The year 1942 had profounder consequences, for in that year France suffered a second defeat when the Americans and the British landed in Morocco and Algeria without prior agreement with the French and opened fire on them. Moreover this second defeat was inflicted on France within the sight and hearing of the Arabs, it was followed by the quarrels between de Gaulle and Giraud which greatly harmed French prestige and it was accompanied by overt and covert American support for independence movements. In Tunisia, occupied by the Germans, there was the additional coincidence that a new Bey, more sympathetic to the nationalists than his predecessor, had just succeeded to the throne.

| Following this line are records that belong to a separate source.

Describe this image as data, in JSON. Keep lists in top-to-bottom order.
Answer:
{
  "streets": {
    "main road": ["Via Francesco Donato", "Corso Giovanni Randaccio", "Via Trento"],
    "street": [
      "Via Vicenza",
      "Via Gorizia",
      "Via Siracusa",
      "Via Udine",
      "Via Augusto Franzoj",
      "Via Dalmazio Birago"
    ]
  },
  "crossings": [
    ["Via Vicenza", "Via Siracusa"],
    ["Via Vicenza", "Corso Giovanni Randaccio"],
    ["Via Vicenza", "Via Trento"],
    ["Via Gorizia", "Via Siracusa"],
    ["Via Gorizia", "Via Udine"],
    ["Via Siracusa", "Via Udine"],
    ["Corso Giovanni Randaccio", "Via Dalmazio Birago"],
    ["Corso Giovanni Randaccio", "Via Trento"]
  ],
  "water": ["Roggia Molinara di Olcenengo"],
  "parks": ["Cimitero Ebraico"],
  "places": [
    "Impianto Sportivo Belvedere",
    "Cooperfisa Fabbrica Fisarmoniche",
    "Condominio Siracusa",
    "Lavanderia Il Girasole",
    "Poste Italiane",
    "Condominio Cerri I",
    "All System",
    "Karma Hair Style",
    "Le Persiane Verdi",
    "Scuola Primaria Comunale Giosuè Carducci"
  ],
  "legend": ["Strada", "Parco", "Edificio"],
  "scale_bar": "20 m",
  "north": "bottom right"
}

With the allied armies arrived thousands of copies of the Atlantic Charter which the Arabs had heard about and could now read for themselves. They concluded that the whole power of the invincible United States was now behind the independence movements. In Algeria Murphy, Roosevelt’s political representative, encouraged nationalists to make claims designed to secure American and British pledges about the post-war government of Algeria. Algerian leaders offered their cooperation during the war in return for the immediate convening of a conference at which Algerians would draw up a new constitution for Algeria. The aims were unexceptionable but the tactics were dubious, since the French authorities were incensed by what they regarded as undercover blackmail and reacted indignantly not only against American interference but also against Algerian demands which otherwise they were not far from accepting – and went some way towards accepting once de Gaulle had established his authority over Vichy’s minions and Washington’s protégés.
In Morocco Roosevelt intervened personally. He had never made any secret of his detestation of imperialism in principle and his condemnation of the niggardliness of the French, British and other European empires in relation to their dependants, and during his stay at Casablanca in January 1943 he had a meeting with Sultan Mohammed V ben Yusuf, who came away from it with the belief that the United States would provide the political pressures and the economic aid needed to restore full Moroccan independence. The Sultan was already half-way inclined to make common cause with the Moroccan nationalists and his encounters with Americans encouraged him to lean still further that way. A year later the Istiqlal or Independence Party, formed by the merger in this climate of separate existing bodies, issued a declaration of independence which sought unilaterally to abrogate the treaty upon which Franco-Moroccan relations rested. It was followed by demonstrations which showed how the populace as well as the sovereign rated the French connection and France’s ability to maintain it. Towards the end of the war the French arrested – but never charged or tried – nationalist leaders whom they accused of complicity in German plotting. There were more riots and Frenchmen were massacred. The French reacted with too much counter-violence and talk of too little reform. The war boosted nationalist hopes and activity and at the same time set an example of violence which was to be followed on both sides as the nationalists proceeded to their goals after the war was over.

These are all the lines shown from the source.